Octal is another nice base to work with for the computer. Let’s take a look back at the first 7 values in our binary table and add in octal:
Base 10 | Base 2 | Base 8 |
---|---|---|
0 | 000 | 0 |
1 | 001 | 1 |
2 | 010 | 2 |
3 | 011 | 3 |
4 | 100 | 4 |
5 | 101 | 5 |
6 | 110 | 6 |
7 | 111 | 7 |
Interestingly, up to 7, base 10 and base 8 are identical. Also, conveniently, in base 2, 111 corresponds to 7 in octal. So we can easily convert from a binary number to octal by grouping the binary number into sets of 3 and then using the chart above. For example, the binary number b011010111 would be split into 011 010 111 and correspond to 327. In decimal, these are equivalent to 215. We can use PHP to check this:
echo 0b011010111; // prints 215
echo 0327; // prints 215
In PHP, we can represent a binary number (as of PHP 5.4+) starting with 0b. We can also represent an octal number starting with a leading 0. This is true as long as none of the digits are greater than 7. If there are any greater than 7, then PHP will ignore the leading 0 and treat the number as decimal.
You might already be familiar with a common use of octal if your OS of choice is *nix or MacOS. The chmod command allows an argument that’s octal:
$ chmod 764 /path/to/file
Each of the digits in the octal number 764 (number randomly chosen) represents permissions on a file. The first digit is used for the owner of the file, the second digit is for the group the file belongs to, and the last digit is for “world” or everyone else. We can give read a value of 4, write a value of 2 and execute a value of 1. This should look similar to the headers in one of the binary charts:
Read | Write | Execute |
---|---|---|
4 | 2 | 1 |
Using these values, we can determine the desired permissions represented by 764. For the owner, a 7 is created with a 4, 2 and 1 (4 + 2 + 1) which means the owner is receiving all permissions. The group value of 6 is created with 4 and 2 so the group has read and write permissions. The world value of 4 indicates that everyone else is able to read the file. If you can remember the values above, it should be easy to determine what any given numerical argument to chmod actually means.

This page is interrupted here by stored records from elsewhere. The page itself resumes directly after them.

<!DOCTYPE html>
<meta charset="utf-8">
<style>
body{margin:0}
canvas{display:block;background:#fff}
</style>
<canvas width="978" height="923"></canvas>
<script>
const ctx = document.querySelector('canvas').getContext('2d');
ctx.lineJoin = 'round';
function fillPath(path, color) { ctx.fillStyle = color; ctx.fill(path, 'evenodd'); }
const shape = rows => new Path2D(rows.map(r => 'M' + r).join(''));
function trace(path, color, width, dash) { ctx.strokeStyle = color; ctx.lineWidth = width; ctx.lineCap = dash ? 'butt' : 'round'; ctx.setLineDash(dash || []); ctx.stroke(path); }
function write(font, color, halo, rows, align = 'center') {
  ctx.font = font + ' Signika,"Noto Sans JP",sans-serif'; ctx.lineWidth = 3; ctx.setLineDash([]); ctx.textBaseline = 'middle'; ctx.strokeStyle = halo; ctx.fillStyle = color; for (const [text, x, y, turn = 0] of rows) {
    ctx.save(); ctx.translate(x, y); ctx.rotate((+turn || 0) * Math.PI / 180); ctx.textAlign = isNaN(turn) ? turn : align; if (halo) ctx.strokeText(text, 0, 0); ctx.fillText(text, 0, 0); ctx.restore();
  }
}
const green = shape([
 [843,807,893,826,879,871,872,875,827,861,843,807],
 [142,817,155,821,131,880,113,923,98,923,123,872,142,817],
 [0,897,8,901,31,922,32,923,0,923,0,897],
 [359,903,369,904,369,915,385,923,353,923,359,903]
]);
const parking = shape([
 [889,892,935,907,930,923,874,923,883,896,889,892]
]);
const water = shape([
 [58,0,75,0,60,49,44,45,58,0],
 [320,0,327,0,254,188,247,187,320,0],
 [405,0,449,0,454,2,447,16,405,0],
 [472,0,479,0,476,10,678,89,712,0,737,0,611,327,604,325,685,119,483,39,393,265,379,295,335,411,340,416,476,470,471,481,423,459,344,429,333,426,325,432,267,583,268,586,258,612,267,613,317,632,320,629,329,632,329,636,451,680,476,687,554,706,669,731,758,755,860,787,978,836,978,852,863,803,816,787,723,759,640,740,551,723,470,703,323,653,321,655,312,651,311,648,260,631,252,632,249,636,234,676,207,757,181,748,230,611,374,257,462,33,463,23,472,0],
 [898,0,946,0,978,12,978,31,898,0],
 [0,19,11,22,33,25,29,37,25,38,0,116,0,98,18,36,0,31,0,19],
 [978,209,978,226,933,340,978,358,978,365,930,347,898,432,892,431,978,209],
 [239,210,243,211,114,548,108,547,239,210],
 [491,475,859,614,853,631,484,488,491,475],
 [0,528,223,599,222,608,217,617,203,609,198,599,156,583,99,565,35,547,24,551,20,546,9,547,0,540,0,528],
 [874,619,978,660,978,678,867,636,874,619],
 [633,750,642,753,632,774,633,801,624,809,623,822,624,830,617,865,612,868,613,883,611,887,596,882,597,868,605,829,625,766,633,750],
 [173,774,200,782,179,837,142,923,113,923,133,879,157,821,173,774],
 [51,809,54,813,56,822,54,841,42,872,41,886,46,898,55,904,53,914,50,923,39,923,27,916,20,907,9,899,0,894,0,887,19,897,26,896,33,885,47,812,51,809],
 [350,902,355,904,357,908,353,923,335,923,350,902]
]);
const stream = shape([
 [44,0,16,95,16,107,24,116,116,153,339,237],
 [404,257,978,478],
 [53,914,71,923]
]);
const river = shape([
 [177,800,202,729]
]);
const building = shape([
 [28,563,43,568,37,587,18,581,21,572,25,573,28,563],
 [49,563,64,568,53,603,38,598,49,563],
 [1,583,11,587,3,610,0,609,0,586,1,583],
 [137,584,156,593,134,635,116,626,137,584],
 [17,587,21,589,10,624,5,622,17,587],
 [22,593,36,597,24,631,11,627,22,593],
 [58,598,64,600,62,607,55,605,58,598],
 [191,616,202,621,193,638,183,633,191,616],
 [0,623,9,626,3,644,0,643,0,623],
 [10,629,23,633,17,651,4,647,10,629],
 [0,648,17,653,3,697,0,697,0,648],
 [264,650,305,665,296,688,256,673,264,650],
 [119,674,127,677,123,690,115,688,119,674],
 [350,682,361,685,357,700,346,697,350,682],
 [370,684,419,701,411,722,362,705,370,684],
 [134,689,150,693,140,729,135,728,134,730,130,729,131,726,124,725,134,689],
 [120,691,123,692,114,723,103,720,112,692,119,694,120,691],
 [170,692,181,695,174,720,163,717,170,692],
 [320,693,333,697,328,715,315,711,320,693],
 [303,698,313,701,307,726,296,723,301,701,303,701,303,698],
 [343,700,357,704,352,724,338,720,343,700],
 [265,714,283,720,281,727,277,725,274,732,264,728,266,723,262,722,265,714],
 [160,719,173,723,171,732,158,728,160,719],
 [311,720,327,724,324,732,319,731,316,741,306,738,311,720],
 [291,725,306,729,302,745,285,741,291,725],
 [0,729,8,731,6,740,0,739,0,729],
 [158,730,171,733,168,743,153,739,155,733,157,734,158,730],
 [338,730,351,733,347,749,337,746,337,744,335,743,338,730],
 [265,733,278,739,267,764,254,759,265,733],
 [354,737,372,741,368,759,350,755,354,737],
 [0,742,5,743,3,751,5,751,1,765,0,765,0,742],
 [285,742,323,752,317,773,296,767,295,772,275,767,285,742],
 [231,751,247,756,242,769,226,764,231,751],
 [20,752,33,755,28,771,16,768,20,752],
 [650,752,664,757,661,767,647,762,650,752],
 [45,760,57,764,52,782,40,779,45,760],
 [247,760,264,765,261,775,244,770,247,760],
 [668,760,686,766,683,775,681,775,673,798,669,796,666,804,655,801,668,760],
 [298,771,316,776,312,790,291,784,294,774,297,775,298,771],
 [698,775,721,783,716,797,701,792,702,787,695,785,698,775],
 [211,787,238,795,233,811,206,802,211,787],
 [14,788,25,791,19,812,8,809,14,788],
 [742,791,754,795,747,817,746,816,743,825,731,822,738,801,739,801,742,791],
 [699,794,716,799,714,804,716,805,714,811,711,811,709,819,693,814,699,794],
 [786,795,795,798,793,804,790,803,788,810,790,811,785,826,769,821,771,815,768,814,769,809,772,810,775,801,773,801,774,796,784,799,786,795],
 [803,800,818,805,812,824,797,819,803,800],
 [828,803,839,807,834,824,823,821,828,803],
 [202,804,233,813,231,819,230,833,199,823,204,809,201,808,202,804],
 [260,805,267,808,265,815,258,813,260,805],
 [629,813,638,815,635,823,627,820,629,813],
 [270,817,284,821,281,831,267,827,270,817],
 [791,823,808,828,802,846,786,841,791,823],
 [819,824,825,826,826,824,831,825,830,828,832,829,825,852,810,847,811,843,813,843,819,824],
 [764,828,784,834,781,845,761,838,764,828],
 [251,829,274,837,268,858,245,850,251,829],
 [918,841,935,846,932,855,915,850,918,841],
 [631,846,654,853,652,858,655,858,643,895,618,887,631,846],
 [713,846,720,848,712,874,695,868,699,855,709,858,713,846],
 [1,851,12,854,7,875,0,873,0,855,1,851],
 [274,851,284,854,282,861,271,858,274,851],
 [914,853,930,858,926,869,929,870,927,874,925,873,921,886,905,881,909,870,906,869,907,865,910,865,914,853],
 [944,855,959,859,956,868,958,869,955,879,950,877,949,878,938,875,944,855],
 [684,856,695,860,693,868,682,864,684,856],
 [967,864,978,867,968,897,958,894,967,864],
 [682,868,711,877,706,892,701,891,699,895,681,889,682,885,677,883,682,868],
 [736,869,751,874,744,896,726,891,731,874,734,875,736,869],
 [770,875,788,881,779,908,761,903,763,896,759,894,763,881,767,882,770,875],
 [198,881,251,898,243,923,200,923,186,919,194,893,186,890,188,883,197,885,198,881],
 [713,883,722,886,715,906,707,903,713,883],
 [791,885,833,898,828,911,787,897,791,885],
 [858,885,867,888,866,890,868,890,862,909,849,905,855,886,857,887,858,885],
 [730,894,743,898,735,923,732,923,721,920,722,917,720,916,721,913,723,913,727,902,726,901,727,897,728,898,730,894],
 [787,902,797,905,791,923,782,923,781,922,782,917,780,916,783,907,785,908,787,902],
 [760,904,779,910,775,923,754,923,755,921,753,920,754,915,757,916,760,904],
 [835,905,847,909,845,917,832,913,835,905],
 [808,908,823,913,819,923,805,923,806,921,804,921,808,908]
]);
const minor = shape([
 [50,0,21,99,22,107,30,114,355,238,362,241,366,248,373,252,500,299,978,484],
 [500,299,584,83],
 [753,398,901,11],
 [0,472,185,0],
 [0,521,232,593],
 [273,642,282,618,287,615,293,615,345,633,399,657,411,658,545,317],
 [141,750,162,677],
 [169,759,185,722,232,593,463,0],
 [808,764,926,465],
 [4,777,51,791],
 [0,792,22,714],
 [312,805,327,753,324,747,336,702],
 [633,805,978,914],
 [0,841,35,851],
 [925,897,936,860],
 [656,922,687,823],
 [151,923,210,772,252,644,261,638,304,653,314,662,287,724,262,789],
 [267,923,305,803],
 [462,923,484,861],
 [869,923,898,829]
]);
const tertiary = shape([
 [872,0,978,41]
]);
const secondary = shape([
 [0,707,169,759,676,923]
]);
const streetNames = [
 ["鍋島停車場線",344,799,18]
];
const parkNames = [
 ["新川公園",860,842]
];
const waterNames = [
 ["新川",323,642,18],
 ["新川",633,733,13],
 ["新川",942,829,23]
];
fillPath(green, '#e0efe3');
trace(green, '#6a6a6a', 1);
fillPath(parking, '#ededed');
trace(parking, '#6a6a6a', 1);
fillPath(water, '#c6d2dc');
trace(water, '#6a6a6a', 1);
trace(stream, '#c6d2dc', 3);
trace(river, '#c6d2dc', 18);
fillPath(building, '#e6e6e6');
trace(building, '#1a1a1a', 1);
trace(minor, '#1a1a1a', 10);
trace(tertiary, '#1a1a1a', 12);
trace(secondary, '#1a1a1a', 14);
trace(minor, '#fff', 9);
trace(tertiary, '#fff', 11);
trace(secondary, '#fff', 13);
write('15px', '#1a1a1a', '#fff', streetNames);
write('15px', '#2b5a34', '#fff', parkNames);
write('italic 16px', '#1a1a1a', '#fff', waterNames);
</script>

For now though, let’s look at one more common computer base.
Base 16 - hexadecimal
As before, let’s try another number base by reviewing the rules. Rule 1 says we can use the numbers 0 up to 15 in a location. This is a problem. Suppose we have the number 115. Would that be read as 1 | 1 | 5, or 11 | 5 or 1 | 15? Each of those have very different values. In order to fix this, instead of representing the values 10-15 as 10-15, we’ll introduce some new symbols. So now counting in hexadecimal looks like this:
1, 2, 3, 4, 5, 6, 7, 8, 9, A, B, C, D, E, F
Now, if you’re looking at a hexadecimal number (hex for short) and see a letter, know that A = 10, B = 11, C = 12, D = 13, E = 14 and F is 15. All the rest of the rules still apply. Let’s take a look at the hex number 0x1FA.
256 | 16 | 1 |
---|---|---|
1 | F | A |
To calculate the decimal equivalent:
(1 * 256) + (15 * 16) + (10 * 1) = 506
We can check in PHP with the following:
echo 0x1FA; // prints 506
The case for the letters in hex in PHP doesn’t matter: 0x1fa is the same as 0x1FA.
The reason hex is useful on the computer is similar to why octal is useful: it’s easy to convert hex to and from binary. Instead of splitting into groups of 3 binary digits like we did for octal, we split into groups of 4 binary digits. This becomes even more convenient when we realize that 2 hex digits is a full byte worth of digits.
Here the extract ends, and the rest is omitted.